I’ve elevated them in my mind; I see them as being as important to me as Nirvana, or the Pixies - two bands that have shaped my mental landscape.
I guess I’ve never actually gotten over the fact that I live in the same town as these people. It’s something that strikes me every time I see someone from Low, or RGC, out on the scene.
I grew up on the Iron Range of Minnesota, five miles outside of Hibbing, in a small town called Keewatin. There was no music scene in Keewatin. There wasn’t anything in Keewatin. A whole 900 people called that place home.
In those days, Duluth compared to Keewatin might as well have been New York City, or Chicago.
My auntie used to work at a Sam Goody store, and she was always giving my sister and me stacks of promotional CDs that were most likely bound for the trash. Sifting through the Ginuwine and Kid Rock singles, I would usually find some good stuff in those stacks. One in particular was a 2005 Sub Pop compilation CD.

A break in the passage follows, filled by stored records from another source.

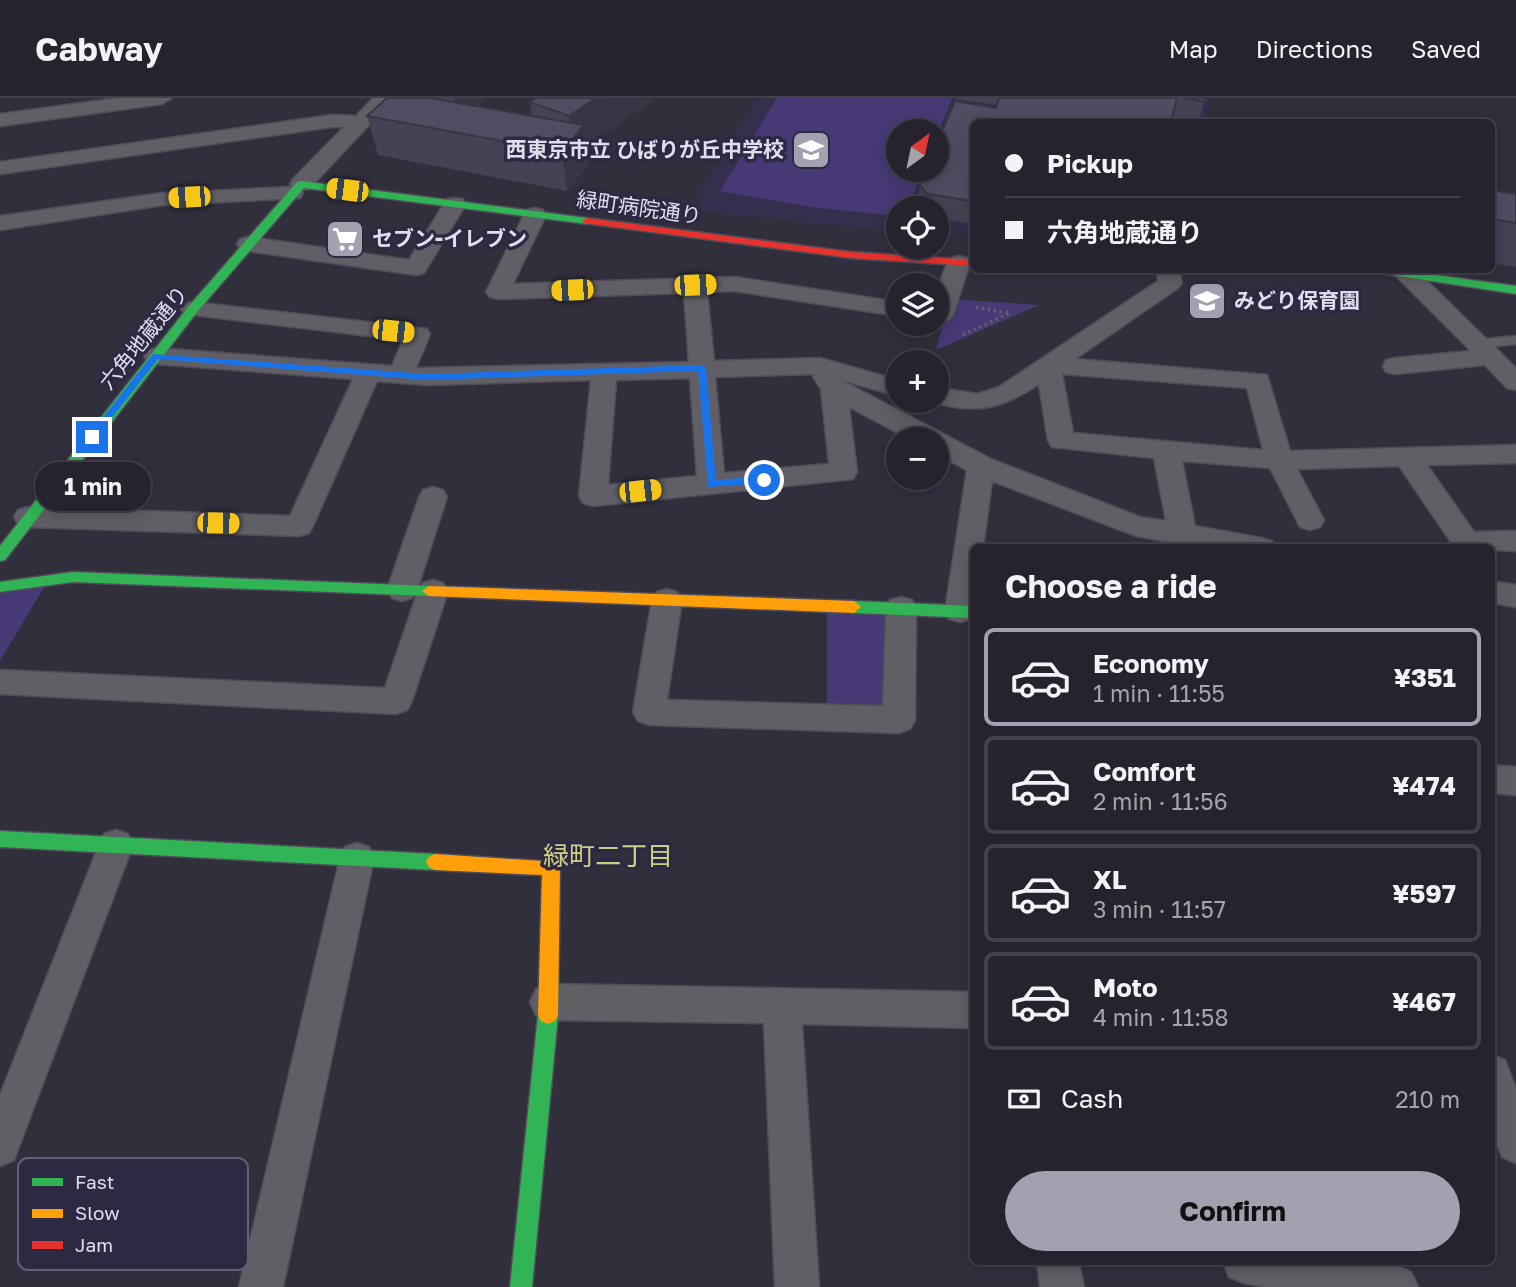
<!DOCTYPE html>
<meta charset="utf-8">
<style>
body{margin:0;font-family:"Golos Text","Noto Sans JP",sans-serif;background:#2e2b36;color:#f1f3f6;height:100vh;display:flex;flex-direction:column;font-size:26px;white-space:nowrap}
*{box-sizing:border-box;margin:0}
p{font-size:23px;color:#a4a4aa}
.icon{flex:none;width:38px;height:38px;fill:none;stroke:currentColor;stroke-width:2;stroke-linecap:round;stroke-linejoin:round}
.map{position:relative;flex:1;overflow:hidden}
.side{position:absolute;left:970px;top:446px;width:525px;height:721px;display:flex;flex-direction:column;background:#26232e;border-radius:10px;box-shadow:0 4px 18px #0003,0 0 0 2px #42404a}
.side>*{flex:none}
.guide{position:absolute;left:970px;top:21px;width:525px;height:154px;border-radius:10px;box-shadow:0 4px 18px #0003,0 0 0 2px #42404a;display:grid;align-content:center;height:154px;padding:0 35px;background:#26232e}
.needle{width:46px;rotate:33deg}
.controls{position:absolute;left:886px;top:21px;display:grid;gap:14px}
.controls a{display:grid;place-items:center;width:63px;height:63px;border-radius:50%;background:#26232e;box-shadow:0 4px 18px #0003,0 0 0 2px #42404a;font-size:35px}
.end{position:absolute;width:32px;height:32px;margin:-16px;border:9px solid #1a73e8;background:#fff;box-shadow:0 0 0 4px #fff}
.from{border-radius:50%}
.bubble{position:absolute;height:49px;border-radius:24px;background:#26232e;box-shadow:0 4px 18px #0003,0 0 0 2px #42404a;font-size:23px;font-weight:700;line-height:49px;text-align:center}
.car{position:absolute;width:21px;height:42px;margin:-21px -10px;border-radius:9px;box-shadow:0 0 5px 2px #0007;background:linear-gradient(#f5c518 24%,#345 0 40%,#f5c518 0 76%,#345 0 86%,#f5c518 0)}
.guide b{display:flex;align-items:center;gap:24px;height:66px;font-size:26px}
.guide b+b{border-top:2px solid #42404a}
.guide i{width:18px;height:18px;background:#f1f3f6}
ul{padding:0;list-style:none}
li{display:flex;align-items:center;gap:21px;height:98px;margin:0 14px 10px;padding:0 21px;border:4px solid #42404a;border-radius:10px}
li div{flex:1}
li b{display:block;font-size:26px}
li em{font-style:normal;font-weight:700}
li.on{border-color:#a3a1b0}
li>.icon{width:63px;height:63px;stroke-width:1.5}
h2{padding:0 35px;font-size:32px;line-height:84px}
.pay{display:flex;align-items:center;gap:18px;height:77px;padding:0 35px;font-size:26px}
.pay p{margin-inline-start:auto}
.cta{display:flex;gap:14px;margin-top:auto;padding:14px 35px}
.cta a{flex:1;height:80px;border-radius:42px;background:#a3a1b0;color:#111;font-size:28px;font-weight:700;line-height:80px;text-align:center}
header{display:flex;align-items:center;gap:42px;box-sizing:border-box;height:98px;padding:0 35px;background:#26232e;border-bottom:2px solid #42404a}
header strong{font-size:33px}
nav{display:flex;gap:38px;margin-inline-start:auto;font-size:24px}
.map>svg:first-child{display:block}
.built{fill:#352f4d;fill-rule:evenodd}
.green{fill:#473975}
.lines{fill:none;stroke-linecap:round;stroke-linejoin:round}
.lane-casing{stroke:#4f4c58;stroke-width:3}
.street-casing{stroke:#4f4c58;stroke-width:3}
.fast-casing{stroke:#4f4c58;stroke-width:3}
.slow-casing{stroke:#4f4c58;stroke-width:3}
.jam-casing{stroke:#4f4c58;stroke-width:3}
.path{stroke:#615f66;stroke-width:3.5;stroke-dasharray:2.5 3.5;stroke-linecap:butt}
.lane{fill:#615f66;fill-rule:evenodd}
.street{fill:#615f66;fill-rule:evenodd}
.fast{fill:#30b455;fill-rule:evenodd}
.slow{fill:#ff9f0a;fill-rule:evenodd}
.jam{fill:#e5322d;fill-rule:evenodd}
.wall{fill:#464154}
.shaded-wall{fill:#393545}
.building{fill:#514c62;stroke:#393545;stroke-width:2}
.route{fill:#1a73e8}
.labels{text-anchor:middle;stroke-width:7;stroke-linejoin:round;paint-order:stroke}
.far-poi-label{font-size:21px;font-weight:bold;fill:#e0deee;stroke:#2e2943;text-anchor:start}
.far-street-label{font-size:21px;fill:#e0deee;stroke:#2e2943}
.neighbourhood-label{font-size:26px;fill:#ccd083;stroke:#2e2943}
.key{fill:#2e2943;stroke:#635f76;stroke-width:2}
.key-label{font-size:19px;fill:#e0deee}
</style>
<header>
<strong>Cabway</strong>
<nav><a>Map</a><a>Directions</a><a>Saved</a></nav>
</header>
<div class="map">
<svg width="1516" height="1189" viewBox="0 0 1516 1189">
<rect width="100%" height="100%" fill="#322f3d"/>
<!-- built -->
<path class="built" d="M757 0H1208L1205 24H973V136L936 135V110H898V134L696 113 697 98ZM898 33H936V72H898Z"/>
<!-- green -->
<g class="green">
<polygon points="777,0 952,0 936,40 936,33 898,33 898,72 923,72 908,110 898,110 898,118 810,109 720,93"/>
<polygon points="949,201 1039,207 936,252"/>
<polygon points="0,485 46,486 0,563"/>
<polygon points="827,514 892,517 891,616 827,610"/>
</g>
<g class="lines">
<defs>
<polygon id="lane" points="1516,238 1516,246 1477,250 1471,246 1477,242"/>
<g id="street">
<polygon points="119,0 172,0 162,6 0,28 0,16"/>
<polygon points="373,0 394,0 309,91 301,92 303,95 300,100 163,107 0,132 0,118 163,95 292,89 290,86 293,81 344,29 332,29 0,76 0,64 332,17 356,18"/>
<polygon points="455,100 463,101 466,106 424,175 416,177 248,153 240,151 237,146 240,141 248,139 409,162 447,101"/>
<path d="M535 110 543 112 546 117 513 186 734 179 898 204V218L734 193 707 194 714 263 820 260 898 282V298L841 282 991 361 1140 419 1166 423 1154 360 1052 349 1048 343 1039 286C999 313 973 316 927 303H936V289L977 296 999 289 1158 183 1157 172H1179L1182 185 1178 190 1075 261 1267 277 1290 353 1516 347V365L1427 367 1474 434 1516 433V453L1455 450 1399 368 1297 371 1324 422 1320 429 1310 432 1300 429 1270 370 1182 363 1195 428 1262 440 1272 443 1276 450H1202L1136 438 992 383 983 450H973V517L971 521 960 524 949 521 945 513 967 372 936 356V341H909L849 309 857 374 853 381 593 408 583 405 579 398 591 282 427 287 377 283 313 428 309 435 299 438 28 429 18 426 14 419 18 412 28 409 290 418 353 281 156 266 147 263 144 258 147 253 156 250 392 268 403 242 185 216 181 211 185 206 193 204 427 231 430 236 416 270 689 264 684 195 498 201 490 199 486 194 524 117 527 112ZM815 276 813 279 821 291 829 366 724 375 715 279ZM1062 276 1247 290 1263 352 1073 335ZM690 280 697 378 608 387 616 282Z"/>
<path d="M959 158 967 160 970 165 953 217 949 222 936 224C936 202 938 179 951 160Z"/>
<polygon points="1395,172 1416,172 1516,270 1516,292 1507,290 1485,267 1395,276 1386,274 1383,268 1386,262 1395,260 1471,253 1397,179 1393,174"/>
<polygon points="433,389 443,392 447,399 417,492 412,500 402,503 392,500 387,492 419,399 423,392"/>
<polygon points="433,482 443,485 448,493 412,603 407,612 396,616 0,596 0,572 385,590 418,493 423,485"/>
<polygon points="1491,483 1516,487 1516,509 1491,505"/>
<polygon points="667,491 677,494 682,502 667,602 883,608 886,510 890,502 901,499 912,502 916,510 915,622 910,631 899,635 649,627 638,623 633,614 652,502 657,494"/>
<polygon points="1491,667 1516,669 1516,697 1491,695"/>
<polygon points="116,732 128,736 133,747 14,1062 0,1068 0,997 99,747 104,736"/>
<polygon points="357,745 369,749 374,760 283,1189 239,1189 340,760 345,749"/>
<polygon points="549,886 973,894 973,930 802,926 819,1189 775,1189 764,925 549,922 536,917 530,904 536,891"/>
<polygon points="1491,957 1505,962 1516,991 1516,1065 1502,1059 1491,1032"/>
<polygon points="1037,1164 1079,1164 1084,1189 1040,1189"/>
<polygon points="1223,1164 1374,1164 1396,1167 1411,1174 1418,1189 1265,1189 1244,1185 1229,1179"/>
</g>
<g id="fast">
<polygon points="301,83 587,120 592,123 587,126 304,90 197,214 5,462 0,463 0,448 189,208 297,84"/>
<polygon points="1374,172 1399,172 1516,188 1516,196 1379,175"/>
<polygon points="73,474 429,488 436,493 429,498 73,484 0,494 0,484"/>
<polygon points="854,503 973,508 973,520 854,515 847,509"/>
<polygon points="0,733 435,756 441,759 444,764 441,769 435,772 0,749"/>
<polygon points="548,908 555,911 558,917 532,1189 510,1189 538,917 541,911"/>
</g>
<g id="slow">
<polygon points="429,488 854,503 861,509 854,515 429,498 422,493"/>
<polygon points="435,756 557,764 560,770 558,917 555,923 548,926 541,923 538,917 542,777 435,772 429,769 426,764 429,759"/>
</g>
<polygon id="jam" points="587,120 851,154 973,162 973,168 851,160 583,125 582,123"/>
</defs>
<!-- lane casing -->
<use href="#lane" class="lane-casing"/>
<!-- street casing -->
<use href="#street" class="street-casing"/>
<!-- fast casing -->
<use href="#fast" class="fast-casing"/>
<!-- slow casing -->
<use href="#slow" class="slow-casing"/>
<!-- jam casing -->
<use href="#jam" class="jam-casing"/>
<!-- path -->
<polyline class="path" points="963,237 1010,215 974,209"/>
<!-- lane -->
<use href="#lane" class="lane"/>
<!-- street -->
<use href="#street" class="street"/>
<!-- fast -->
<use href="#fast" class="fast"/>
<!-- slow -->
<use href="#slow" class="slow"/>
<!-- jam -->
<use href="#jam" class="jam"/>
</g>
<!-- wall -->
<g class="wall">
<polygon points="387,0 485,0 479,9 532,18 530,4 536,0 655,1 587,48 589,66 567,93 378,57 367,18"/>
<polygon points="955,0 1205,0 1199,24 1189,24 1172,21 1171,24 973,24 973,126 936,120 936,110 917,109 920,87 926,72 936,72 936,47 955,3 996,10 997,7 955,1"/>
<polygon points="1491,92 1516,96 1516,169 1491,165"/>
</g>
<!-- shaded-wall -->
<g class="shaded-wall">
<polygon points="454,0 485,0 461,34"/>
<polygon points="596,0 655,1 587,48 589,66 567,93 562,54 572,41 569,18"/>
</g>
<!-- building -->
<g class="building">
<polygon points="387,0 430,0 584,27 562,54 367,18"/>
<polygon points="536,0 596,0 569,18 530,4"/>
<polygon points="999,0 1177,0 1171,24 973,24 973,103 927,96 920,87 926,72 936,72 936,47 955,3 996,10"/>
<polygon points="1185,0 1205,0 1205,4"/>
<polygon points="1491,92 1516,96 1516,125 1491,121"/>
</g>
<!-- route -->
<polygon class="route" points="153,256 427,276 702,267 706,270 716,382 764,378 769,382 764,385 708,389 698,273 427,282 158,261 95,341 89,341 89,337"/>
<!-- icons -->
<defs>
<symbol id="school-square" viewBox="-11 -11 22 22"><rect x="-9" y="-9" width="18" height="18" rx="4" fill="#a3a1b0" stroke="#2e2943"/><path d="M0-5L7-2L0 1L-7-2ZM-4 1L0 2.5L4 1V4Q0 6-4 4Z" fill="#fff"/></symbol>
<symbol id="supermarket-square" viewBox="-11 -11 22 22"><rect x="-9" y="-9" width="18" height="18" rx="4" fill="#a3a1b0" stroke="#2e2943"/><path d="M-6-5.5h2.5l.6 2H6L4.5 2H-2.5L-4.4-4H-6ZM-1.5 3.2a1.3 1.3 0 1 0 .1 0ZM3 3.2a1.3 1.3 0 1 0 .1 0Z" fill="#fff"/></symbol>
</defs>
<g fill-rule="evenodd">
<use href="#school-square" x="789" y="30" width="44" height="44"/>
<use href="#supermarket-square" x="323" y="119" width="44" height="44"/>
<use href="#school-square" x="1185" y="181" width="44" height="44"/>
</g>
<g class="labels">
<!-- far-poi labels -->
<g class="far-poi-label">
<text x="784" y="59" text-anchor="end">西東京市立 ひばりが丘中学校</text>
<text x="372" y="148">セブン-イレブン</text>
<text x="1234" y="210">みどり保育園</text>
</g>
<!-- far-street labels -->
<g class="far-street-label">
<text transform="translate(639 110) rotate(8)" y="7">緑町病院通り</text>
<text transform="translate(144 240) rotate(-51)" y="7">六角地蔵通り</text>
</g>
<!-- neighbourhood labels -->
<g class="neighbourhood-label">
<text x="608" y="767">緑町二丁目</text>
</g>
</g>
<!-- legend -->
<rect x="18" y="1060" width="230" height="112" rx="10" class="key"/>
<rect x="32" y="1080" width="31" height="8" fill="#30b455"/>
<rect x="32" y="1111" width="31" height="9" fill="#ff9f0a"/>
<rect x="32" y="1143" width="31" height="8" fill="#e5322d"/>
<g class="key-label">
<text x="75" y="1091">Fast</text>
<text x="75" y="1122">Slow</text>
<text x="75" y="1154">Jam</text>
</g>
</svg>
<div class="controls">
<a><svg class="needle" viewBox="-14 -14 28 28"><path d="M0-13l5 13h-10z" fill="#e53935"/><path d="M0 13l5-13h-10z" fill="#a4a4aa"/></svg></a>
<a><svg class="icon" aria-label="locate" viewBox="0 0 24 24"><circle cx="12" cy="12" r="6"/><path d="M12 2v4M12 18v4M2 12h4M18 12h4"/></svg></a>
<a><svg class="icon" aria-label="layers" viewBox="0 0 24 24"><path d="M12 4l9 5-9 5-9-5zM3 14l9 5 9-5"/></svg></a>
<a>+</a>
<a>−</a>
</div>
<i class="end from" style="left:764px;top:382px"></i>
<i class="end" style="left:92px;top:339px"></i>
<div class="bubble" style="left:35px;top:364px;width:116px">1 min</div>
<i class="car" style="left:347px;top:92px;rotate:277deg"></i>
<i class="car" style="left:189px;top:99px;rotate:267deg"></i>
<i class="car" style="left:695px;top:187px;rotate:88deg"></i>
<i class="car" style="left:572px;top:192px;rotate:268deg"></i>
<i class="car" style="left:393px;top:233px;rotate:96deg"></i>
<i class="car" style="left:640px;top:393px;rotate:84deg"></i>
<i class="car" style="left:218px;top:425px;rotate:91deg"></i>
<div class="guide">
<b><i class="from"></i>Pickup</b>
<b><i></i>六角地蔵通り</b>
</div>
<section class="side">
<h2>Choose a ride</h2>
<ul>
<li class="on"><svg class="icon" aria-label="car" viewBox="0 0 24 24"><path d="M5 17H2v-5l4-1 3-4h7l3 4 3 1v5h-3M9 17h6M6 11h13"/><circle cx="7" cy="17" r="2"/><circle cx="17" cy="17" r="2"/></svg><div><b>Economy</b><p>1 min · 11:55</p></div><em>¥351</em></li>
<li><svg class="icon" aria-label="car" viewBox="0 0 24 24"><path d="M5 17H2v-5l4-1 3-4h7l3 4 3 1v5h-3M9 17h6M6 11h13"/><circle cx="7" cy="17" r="2"/><circle cx="17" cy="17" r="2"/></svg><div><b>Comfort</b><p>2 min · 11:56</p></div><em>¥474</em></li>
<li><svg class="icon" aria-label="car" viewBox="0 0 24 24"><path d="M5 17H2v-5l4-1 3-4h7l3 4 3 1v5h-3M9 17h6M6 11h13"/><circle cx="7" cy="17" r="2"/><circle cx="17" cy="17" r="2"/></svg><div><b>XL</b><p>3 min · 11:57</p></div><em>¥597</em></li>
<li><svg class="icon" aria-label="car" viewBox="0 0 24 24"><path d="M5 17H2v-5l4-1 3-4h7l3 4 3 1v5h-3M9 17h6M6 11h13"/><circle cx="7" cy="17" r="2"/><circle cx="17" cy="17" r="2"/></svg><div><b>Moto</b><p>4 min · 11:58</p></div><em>¥467</em></li>
</ul>
<div class="pay"><svg class="icon" aria-label="cash" viewBox="0 0 24 24"><path d="M3 7h18v10H3z"/><circle cx="12" cy="12" r="2"/></svg>Cash<p>210 m</p></div>
<div class="cta"><a>Confirm</a></div>
</section>
</div>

The CD featured a song by Low, which I soon found through reading the booklet was a band from Duluth. The song was “California” off of their 2005 album “The Great Destroyer.” I was shocked by this revelation. “Holy shit. There’s a Sub Pop band in Duluth? How did I not know this?”
Flash-forward a few years: it’s 2007, and high speed internet is a thing that changed the entire world. Things like Myspace connected music scenes across the globe. That’s when I started paying more attention to the stuff coming out of Duluth. I obtained a copy of “The Great Destroyer,” and I was enthralled. I was so obsessed with the first three songs, I can’t remember listening to much past them.
Duluth still seemed like a big place. I figured running into Sparhawk in Duluth would be as likely to happen as bumping into Prince in Minneapolis.
Sometime in 2008, the Meat Puppets played a show at Pizza Luce in Duluth, and they had RGC open for them.
To make things more interesting, Greg Norton from Husker Du was also there, which totally freaked me out. Norton joined Sparhawk and the Meat Puppets on stage for a psychedelic freak-out jam, and my little brain imploded under the pressure of seeing too many musical heroes at once.
After all the madness of that night, it was the RGC performance that stuck with me. Their constant intensity really shook me. They quickly became one of my all-time, favorite bands, and they remain there to this day.
I spent a lot of time sitting at a computer on the Iron Range, watching RGC and Low videos on Youtube, and not really considering the fact that they live nearby. At that point in time, they were no more than faces on a screen, no different than the Pixies, or Dinosaur Jr.
Flash-forward again a couple of years: I now live in Duluth, and it doesn’t seem so big anymore. It actually feels really, really small.
I’ve always wondered what I would say to Kim Deal from the Pixies if I ever crossed paths with her. What would I say to J. Mascis of Dinosaur Jr., if I ever bumped into him at a record store? These questions don’t have clear answers, because the likelihood of that happening are fairly remote, so I’m not making any solid plans.
What I didn’t prepare for, and what I’ve never fully come to terms with, is what I’d say if I ran into Alan Sparhawk in Duluth, something that I really didn’t think would happen that much.
If I ever do run into Kim Deal, it’ll probably just be the one time. I’ll probably just stay quiet, watch her pass, and be on my way.
I see Sparhawk all the time, and I react the same way every time. I freeze. I stew over the urge to do something, say hi, or high-five, but I don't.
He’s not Justin Bieber; I’m not a fifteen-year-old girl. I know he’s just a regular guy. I know he's a nice guy who probably wouldn't mind a simple "Hey, man, love your stuff."
I think this has more to do with the work Sparhawk has created, and the effect it’s had on me. For years before moving to Duluth, Sparhawk, Low, and RGC were rock and roll stars in my mind. I forgot that we're practically neighbors.